The Bodies Of Thousands Of Potential Hurricane Victims Have Been Burned In Puerto Rico

Identifying deaths related to Hurricane Maria could provide families with access to FEMA funeral funds and could also change what insurance benefits a family gets.

Authorities in Puerto Rico have allowed thousands of bodies to be burned since Hurricane Maria, most before they could be examined to determine if they were victims of the catastrophic storm.

According to data released last week by the Puerto Rico Department of Health to comply with a court order, at least 7,776 bodies were cremated in Puerto Rico from the day Hurricane Maria made landfall, on Sept. 20, 2017, to June 11, 2018.

Of those, 4,873 were classified as "natural deaths" — a category that includes people dying of heart attacks and respiratory failure. For some people, hurricane-related conditions caused their heart attack or respiratory failure.

A spokesperson for Puerto Rico's Department of Public Safety told BuzzFeed News in November that they didn't typically examine the bodies of people counted as "natural" deaths. They said their policy had not changed in the aftermath of the hurricane, despite the influx of bodies they were receiving from hurricane-affected regions across Puerto Rico.
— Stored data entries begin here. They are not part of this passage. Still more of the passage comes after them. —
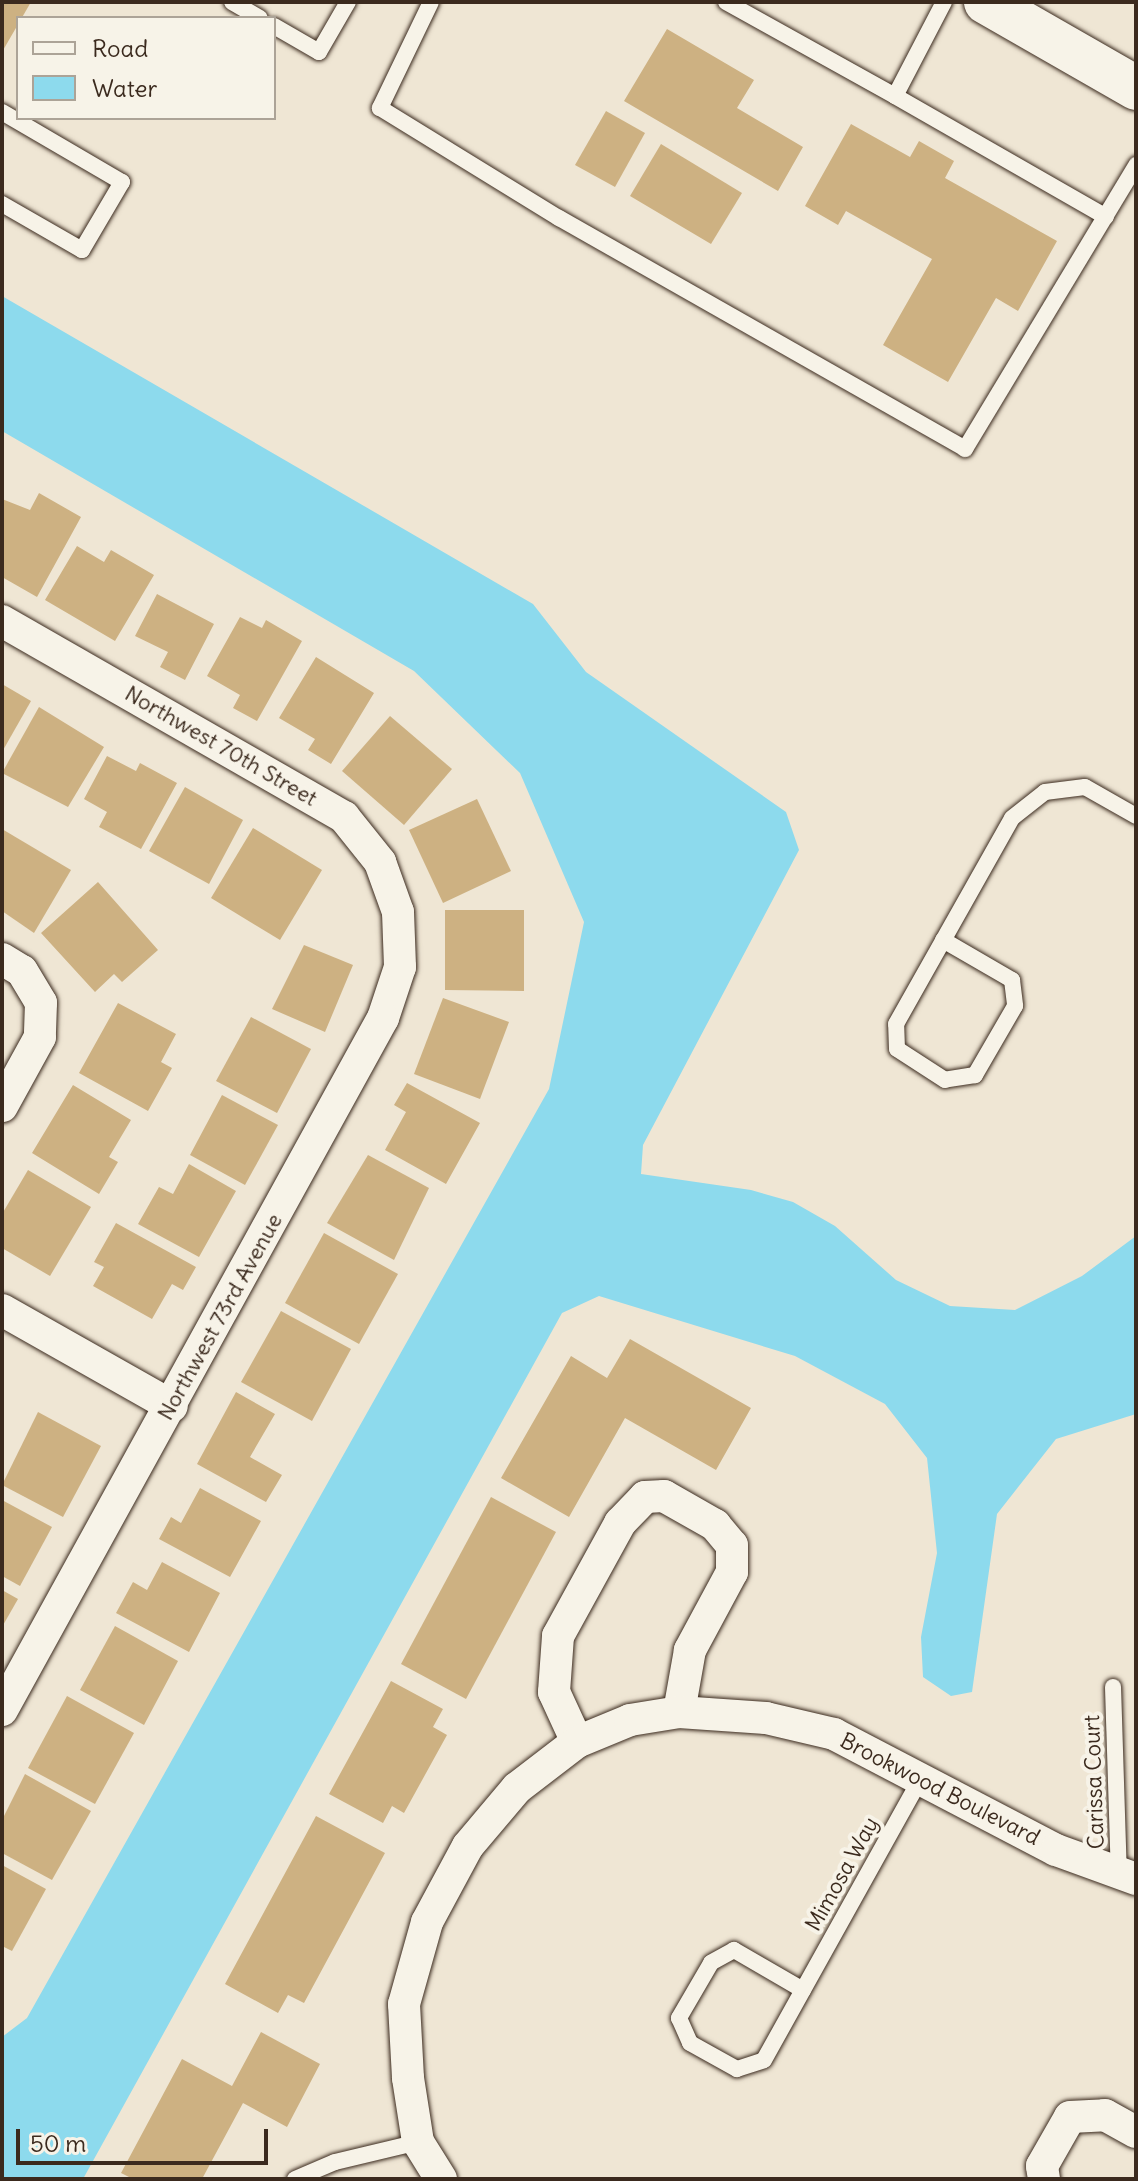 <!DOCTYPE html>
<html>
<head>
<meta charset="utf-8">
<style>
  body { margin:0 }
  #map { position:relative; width:1138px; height:2181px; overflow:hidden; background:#efe6d4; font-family:Delius,sans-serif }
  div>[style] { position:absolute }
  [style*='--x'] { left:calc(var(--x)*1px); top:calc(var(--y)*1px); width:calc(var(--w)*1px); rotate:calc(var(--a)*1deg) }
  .water>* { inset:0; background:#8ddaed }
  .building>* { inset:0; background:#cdb182 }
  .roads { filter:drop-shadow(0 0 2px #3b2a1e) drop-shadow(0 0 2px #3b2a1e) }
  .lane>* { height:16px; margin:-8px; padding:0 8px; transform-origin:8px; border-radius:8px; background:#f7f3e8 }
  .street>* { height:32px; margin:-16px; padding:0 16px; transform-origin:16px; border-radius:16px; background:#f7f3e8 }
  .primary>* { height:44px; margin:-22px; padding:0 22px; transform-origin:22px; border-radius:22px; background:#f7f3e8 }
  span { translate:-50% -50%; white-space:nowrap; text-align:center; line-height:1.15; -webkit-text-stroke:8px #f7f3e8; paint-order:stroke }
  .street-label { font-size:22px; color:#3b2a1e }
  .frame { position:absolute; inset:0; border:4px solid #3b2a1e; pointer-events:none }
  .legend { position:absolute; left:16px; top:16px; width:260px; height:104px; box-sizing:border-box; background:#f7f3e8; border:2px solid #aca397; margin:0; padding:10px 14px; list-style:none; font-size:24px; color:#3b2a1e }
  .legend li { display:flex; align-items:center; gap:16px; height:40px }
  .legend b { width:40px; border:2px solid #aca397 }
  .scale { position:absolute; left:16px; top:2129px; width:252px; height:36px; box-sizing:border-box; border:4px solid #3b2a1e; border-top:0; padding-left:10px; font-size:24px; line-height:28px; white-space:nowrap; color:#3b2a1e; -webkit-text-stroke:6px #f7f3e8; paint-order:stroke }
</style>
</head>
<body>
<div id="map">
  <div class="water">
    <div style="clip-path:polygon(2px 296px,533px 604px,586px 672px,786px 812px,799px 850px,643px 1145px,641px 1174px,751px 1190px,793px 1202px,835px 1226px,896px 1280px,950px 1306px,1015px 1310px,1082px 1276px,1136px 1236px,1136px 1414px,1056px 1439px,997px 1514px,972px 1692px,951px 1696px,923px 1677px,921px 1637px,937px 1553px,927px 1458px,885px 1404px,795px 1356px,599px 1296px,562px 1313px,83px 2179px,2px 2179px,2px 2037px,27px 2018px,549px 1089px,584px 922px,520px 773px,414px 671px,2px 431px)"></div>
  </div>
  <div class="building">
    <div style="clip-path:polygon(2px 2px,31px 2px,2px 52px)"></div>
    <div style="clip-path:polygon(667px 29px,754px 80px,737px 108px,803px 147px,778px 191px,624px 101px)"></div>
    <div style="clip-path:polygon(606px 111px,645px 133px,615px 187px,575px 165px)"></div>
    <div style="clip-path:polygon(851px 124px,910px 157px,919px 141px,954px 161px,945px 178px,1057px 241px,1018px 311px,996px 298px,948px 382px,883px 345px,932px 259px,846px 211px,838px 225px,805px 206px)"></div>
    <div style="clip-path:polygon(661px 144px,742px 193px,711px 244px,630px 196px)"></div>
    <div style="clip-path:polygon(39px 493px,81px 517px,37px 597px,2px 577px,2px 499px,30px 510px)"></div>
    <div style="clip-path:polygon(77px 546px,104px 562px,111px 550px,154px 575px,115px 641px,45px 600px)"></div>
    <div style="clip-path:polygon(157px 594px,214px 624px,185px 680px,160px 667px,168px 652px,135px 636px)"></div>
    <div style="clip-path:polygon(240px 617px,262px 628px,266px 620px,302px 641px,257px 721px,233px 708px,240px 695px,207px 676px)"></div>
    <div style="clip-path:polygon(316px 657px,374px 693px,331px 764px,308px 750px,315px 739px,279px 718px)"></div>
    <div style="clip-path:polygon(2px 684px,31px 701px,2px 752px)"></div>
    <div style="clip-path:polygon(39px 707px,104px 747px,68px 807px,2px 773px)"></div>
    <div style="clip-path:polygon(390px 716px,452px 769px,404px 825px,342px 771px)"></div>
    <div style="clip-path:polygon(107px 756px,136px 771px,140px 763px,177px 783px,141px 849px,99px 827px,107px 812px,84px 799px)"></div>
    <div style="clip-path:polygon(185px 787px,243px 820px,209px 884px,149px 851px)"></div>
    <div style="clip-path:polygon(477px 799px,511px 871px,443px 903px,409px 830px)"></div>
    <div style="clip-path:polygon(253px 828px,322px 870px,280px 940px,211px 898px)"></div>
    <div style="clip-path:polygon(2px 829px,71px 870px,34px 933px,2px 911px)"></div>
    <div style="clip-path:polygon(98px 882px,158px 950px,122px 982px,114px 974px,95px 992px,41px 933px)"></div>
    <div style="clip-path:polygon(445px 910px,524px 910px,524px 991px,445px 990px)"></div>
    <div style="clip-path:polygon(304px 945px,353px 965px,325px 1032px,272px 1009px)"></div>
    <div style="clip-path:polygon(443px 998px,509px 1022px,480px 1099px,414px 1074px)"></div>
    <div style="clip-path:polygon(118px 1003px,176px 1034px,161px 1062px,172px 1068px,148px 1111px,79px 1073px)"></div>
    <div style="clip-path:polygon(251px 1017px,311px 1049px,277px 1113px,216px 1081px)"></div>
    <div style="clip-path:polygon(407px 1083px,480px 1123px,446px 1184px,385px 1150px,406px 1112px,394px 1105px)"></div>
    <div style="clip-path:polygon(73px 1085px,131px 1120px,109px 1157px,118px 1162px,99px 1194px,32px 1153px)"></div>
    <div style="clip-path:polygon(222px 1095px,278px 1125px,245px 1185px,190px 1155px)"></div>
    <div style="clip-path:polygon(368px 1155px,429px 1188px,394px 1260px,327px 1223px)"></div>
    <div style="clip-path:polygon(189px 1164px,236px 1191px,199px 1257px,138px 1224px,159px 1187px,173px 1194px)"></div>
    <div style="clip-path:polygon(28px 1170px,91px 1207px,50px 1276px,2px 1248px,2px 1214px)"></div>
    <div style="clip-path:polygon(116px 1223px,196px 1267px,183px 1290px,172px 1284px,152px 1319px,93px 1286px,104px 1267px,94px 1262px)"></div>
    <div style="clip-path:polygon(324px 1233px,398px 1274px,359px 1344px,285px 1303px)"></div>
    <div style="clip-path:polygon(281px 1311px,351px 1349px,312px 1421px,241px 1382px)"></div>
    <div style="clip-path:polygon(630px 1339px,751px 1408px,716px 1470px,625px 1418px,569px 1517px,501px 1478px,571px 1356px,607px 1378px)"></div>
    <div style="clip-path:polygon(236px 1392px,275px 1414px,250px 1457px,282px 1475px,266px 1502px,197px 1464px)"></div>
    <div style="clip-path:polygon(38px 1412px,101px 1446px,63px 1517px,2px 1485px)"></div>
    <div style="clip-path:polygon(200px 1488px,261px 1521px,230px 1577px,159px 1539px,171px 1517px,181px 1523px)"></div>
    <div style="clip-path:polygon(491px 1497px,556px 1532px,466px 1699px,401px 1664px)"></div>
    <div style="clip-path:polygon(2px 1500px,52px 1527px,20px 1586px,2px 1576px)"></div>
    <div style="clip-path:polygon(162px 1562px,220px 1593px,189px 1652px,116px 1613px,133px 1582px,147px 1590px)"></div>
    <div style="clip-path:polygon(2px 1590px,18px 1599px,2px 1627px)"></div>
    <div style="clip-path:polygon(115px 1626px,178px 1661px,144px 1725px,80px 1690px)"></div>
    <div style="clip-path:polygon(391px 1681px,443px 1709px,433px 1727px,447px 1735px,404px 1813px,392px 1806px,383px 1823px,329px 1794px)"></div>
    <div style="clip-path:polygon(67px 1696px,134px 1733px,95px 1804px,28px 1768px)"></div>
    <div style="clip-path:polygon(25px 1774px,91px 1811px,52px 1880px,2px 1853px,2px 1820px)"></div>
    <div style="clip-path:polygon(316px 1816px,385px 1853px,304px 2003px,288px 1995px,278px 2013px,225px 1984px)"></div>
    <div style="clip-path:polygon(2px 1865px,46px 1889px,12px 1951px,2px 1946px)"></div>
    <div style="clip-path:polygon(261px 2032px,320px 2064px,287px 2127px,243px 2103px,202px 2179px,133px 2179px,121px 2173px,182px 2059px,232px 2086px)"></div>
  </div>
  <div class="roads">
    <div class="lane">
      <div style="--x:232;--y:2;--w:32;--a:30"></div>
      <div style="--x:431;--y:2;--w:118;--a:115.7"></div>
      <div style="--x:380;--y:108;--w:210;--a:31.6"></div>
      <div style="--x:559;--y:218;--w:467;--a:29.6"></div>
      <div style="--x:965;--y:449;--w:332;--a:-58.9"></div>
      <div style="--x:726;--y:2;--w:193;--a:29.1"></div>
      <div style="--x:944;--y:2;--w:106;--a:117.5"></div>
      <div style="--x:895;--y:96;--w:243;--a:29.8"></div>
      <div style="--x:274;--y:26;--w:52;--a:30"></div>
      <div style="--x:319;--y:52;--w:58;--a:-59.9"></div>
      <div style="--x:2;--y:112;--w:139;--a:30.3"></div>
      <div style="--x:122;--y:182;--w:79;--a:120.5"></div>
      <div style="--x:82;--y:250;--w:92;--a:-150.1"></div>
      <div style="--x:943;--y:940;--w:80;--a:30.1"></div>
      <div style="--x:1012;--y:980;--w:26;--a:83"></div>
      <div style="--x:1015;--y:1006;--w:80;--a:120.1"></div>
      <div style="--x:975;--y:1075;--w:30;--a:171"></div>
      <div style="--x:945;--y:1080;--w:57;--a:-147.1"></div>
      <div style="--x:897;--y:1049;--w:25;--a:-92"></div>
      <div style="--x:896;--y:1024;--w:236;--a:-60.6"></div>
      <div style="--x:1012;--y:818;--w:42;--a:-38.2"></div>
      <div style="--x:1045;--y:792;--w:40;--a:-7.1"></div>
      <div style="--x:1085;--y:787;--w:59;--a:29.6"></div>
      <div style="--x:1113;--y:1687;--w:187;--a:88.2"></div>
      <div style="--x:803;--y:1990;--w:80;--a:-149.9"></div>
      <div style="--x:734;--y:1950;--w:26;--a:151"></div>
      <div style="--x:711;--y:1963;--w:64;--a:120.2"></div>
      <div style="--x:679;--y:2018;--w:27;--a:66"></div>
      <div style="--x:690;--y:2043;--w:54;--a:29"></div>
      <div style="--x:737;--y:2069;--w:28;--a:-18"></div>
      <div style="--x:764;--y:2060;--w:321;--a:-60.9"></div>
      <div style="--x:295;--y:2179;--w:43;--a:-23"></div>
      <div style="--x:335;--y:2162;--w:85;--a:-13.5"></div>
    </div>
    <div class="street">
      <div style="--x:2;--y:621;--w:394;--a:29.8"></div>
      <div style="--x:344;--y:817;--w:58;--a:51.3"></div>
      <div style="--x:380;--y:862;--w:53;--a:70.2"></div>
      <div style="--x:398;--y:912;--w:55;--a:87.9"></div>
      <div style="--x:400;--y:967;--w:54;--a:108.4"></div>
      <div style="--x:383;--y:1018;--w:790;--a:118.84"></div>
      <div style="--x:2;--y:959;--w:23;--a:31"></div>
      <div style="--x:22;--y:971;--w:37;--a:59"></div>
      <div style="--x:41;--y:1003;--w:34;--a:92"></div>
      <div style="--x:40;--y:1037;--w:79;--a:118.8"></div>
      <div style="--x:2;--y:1310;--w:195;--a:29.5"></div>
      <div style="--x:577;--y:1742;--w:55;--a:-114.7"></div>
      <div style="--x:554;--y:1692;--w:56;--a:-85.9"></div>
      <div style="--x:558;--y:1636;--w:129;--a:-61.2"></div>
      <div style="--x:620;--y:1523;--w:36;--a:-46"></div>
      <div style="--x:645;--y:1497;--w:19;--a:-3"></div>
      <div style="--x:664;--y:1496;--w:59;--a:29.6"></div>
      <div style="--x:715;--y:1525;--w:26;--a:50"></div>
      <div style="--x:732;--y:1545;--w:27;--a:90"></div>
      <div style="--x:732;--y:1572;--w:89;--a:118.3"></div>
      <div style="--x:690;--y:1650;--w:63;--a:100.1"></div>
      <div style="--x:441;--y:2179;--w:44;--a:-121.9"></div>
      <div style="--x:418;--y:2142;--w:65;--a:-98.9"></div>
      <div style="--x:408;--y:2078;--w:74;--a:-93.1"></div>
      <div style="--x:404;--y:2004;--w:85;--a:-74.3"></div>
      <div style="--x:427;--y:1922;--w:86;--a:-61.7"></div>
      <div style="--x:468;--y:1846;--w:76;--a:-49.8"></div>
      <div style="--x:517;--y:1788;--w:76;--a:-37.5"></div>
      <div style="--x:577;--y:1742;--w:57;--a:-22.5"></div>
      <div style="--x:630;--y:1720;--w:50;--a:-9.3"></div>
      <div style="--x:679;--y:1712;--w:87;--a:3.9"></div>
      <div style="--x:766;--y:1718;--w:70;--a:13.2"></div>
      <div style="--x:834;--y:1734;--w:250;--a:27.6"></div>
      <div style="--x:1056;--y:1850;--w:85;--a:19.9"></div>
      <div style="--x:1044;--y:2179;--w:13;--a:-99"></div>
      <div style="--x:1042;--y:2166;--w:56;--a:-60.3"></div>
      <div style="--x:1070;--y:2117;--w:35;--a:-3"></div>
      <div style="--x:1105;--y:2115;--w:35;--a:29"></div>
    </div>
    <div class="primary">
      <div style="--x:986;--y:2;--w:173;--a:29.8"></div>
    </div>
  </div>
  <div class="street-label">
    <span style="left:221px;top:746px;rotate:30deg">Northwest 70th Street</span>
    <span style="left:220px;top:1317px;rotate:-61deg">Northwest 73rd Avenue</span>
    <span style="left:1094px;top:1782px;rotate:-92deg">Carissa Court</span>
    <span style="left:940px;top:1789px;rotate:27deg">Brookwood Boulevard</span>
    <span style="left:842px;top:1874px;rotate:-61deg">Mimosa Way</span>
  </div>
  <div class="frame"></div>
  <ul class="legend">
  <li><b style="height:10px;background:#f7f3e8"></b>Road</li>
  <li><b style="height:22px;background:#8ddaed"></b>Water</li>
  </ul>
  <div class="scale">50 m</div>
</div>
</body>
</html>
In November, BuzzFeed News spoke to crematorium directors and found that they had received permission from the government to burn the bodies of dozens of people who the directors believed died as a result of the hurricane. For many of them, the cause of death was recorded as a "natural death."

Following that report, the Puerto Rican government said it had allowed the cremation of 911 bodies of people who had died of "natural causes."

Vitin Alvarez, who was 68 years old, is one of the thousands whose body was authorized to be burned without examination by Puerto Rican authorities.

His wife, Bianca Alvarez, told BuzzFeed News in November that he died one week after the hurricane because he relied on an oxygen machine, which she couldn't run because the family couldn't get fuel for a generator while the electricity was out in their home.

Alavarez's primary cause of death on his death certificate was "respiratory failure." There was no mention of the lack of electricity on the certificate.

The statistics recently released by the government show there were autopsies conducted on 498 of the total 7,776 cremations. Just 30 of those bodies that were autopsied died "natural" deaths.

While an autopsy is not always necessary to determine whether or not a death was hurricane-related, it can be useful — and in some cases it's crucial. But for more than 7,000 Puerto Ricans who died after the hurricane, an autopsy is no longer an option.

A Harvard Study released in May estimated that 5,740 people may have died as a result of the hurricane. The Puerto Rican government, after months of denying that there was a problem with its death toll count, commissioned a study in February of the death toll and their methods for recording it. That study is being partially funded by the government and conducted by a team of researchers at George Washington University — an initial report expected in May has been delayed.

Experts in disaster death toll research say that bodies being burned without a specific process for assessing whether the disaster caused their death is troubling. They say it shows how ineffective the process was and it brings into question any future investigation because those bodies are no longer available to be examined.

Identifying deaths that were related to the hurricane could also have provided families like Alvarez's with access to FEMA funeral funds, and could also change what insurance benefits a family gets if their deceased family member had life insurance.

Alvarez told BuzzFeed News she had decided to cremate her husband because it was more affordable, and because she was too overwhelmed just trying to find food and water in the aftermath of the hurricane to make other plans. He was the first ever person in the Alvarez family to be cremated.

"It’s important to the families of the deceased and to know what damage these things can do," said John Mutter, a professor of earth sciences and public affairs at Columbia University who studied how Hurricane Katrina's death count was handled.

The Puerto Rico Department of Health clarified that the numbers it released last week are not complete. Particularly for 2018 numbers, it said, all deaths may not yet have been registered with the island's Demographic Registry, which collects all death data.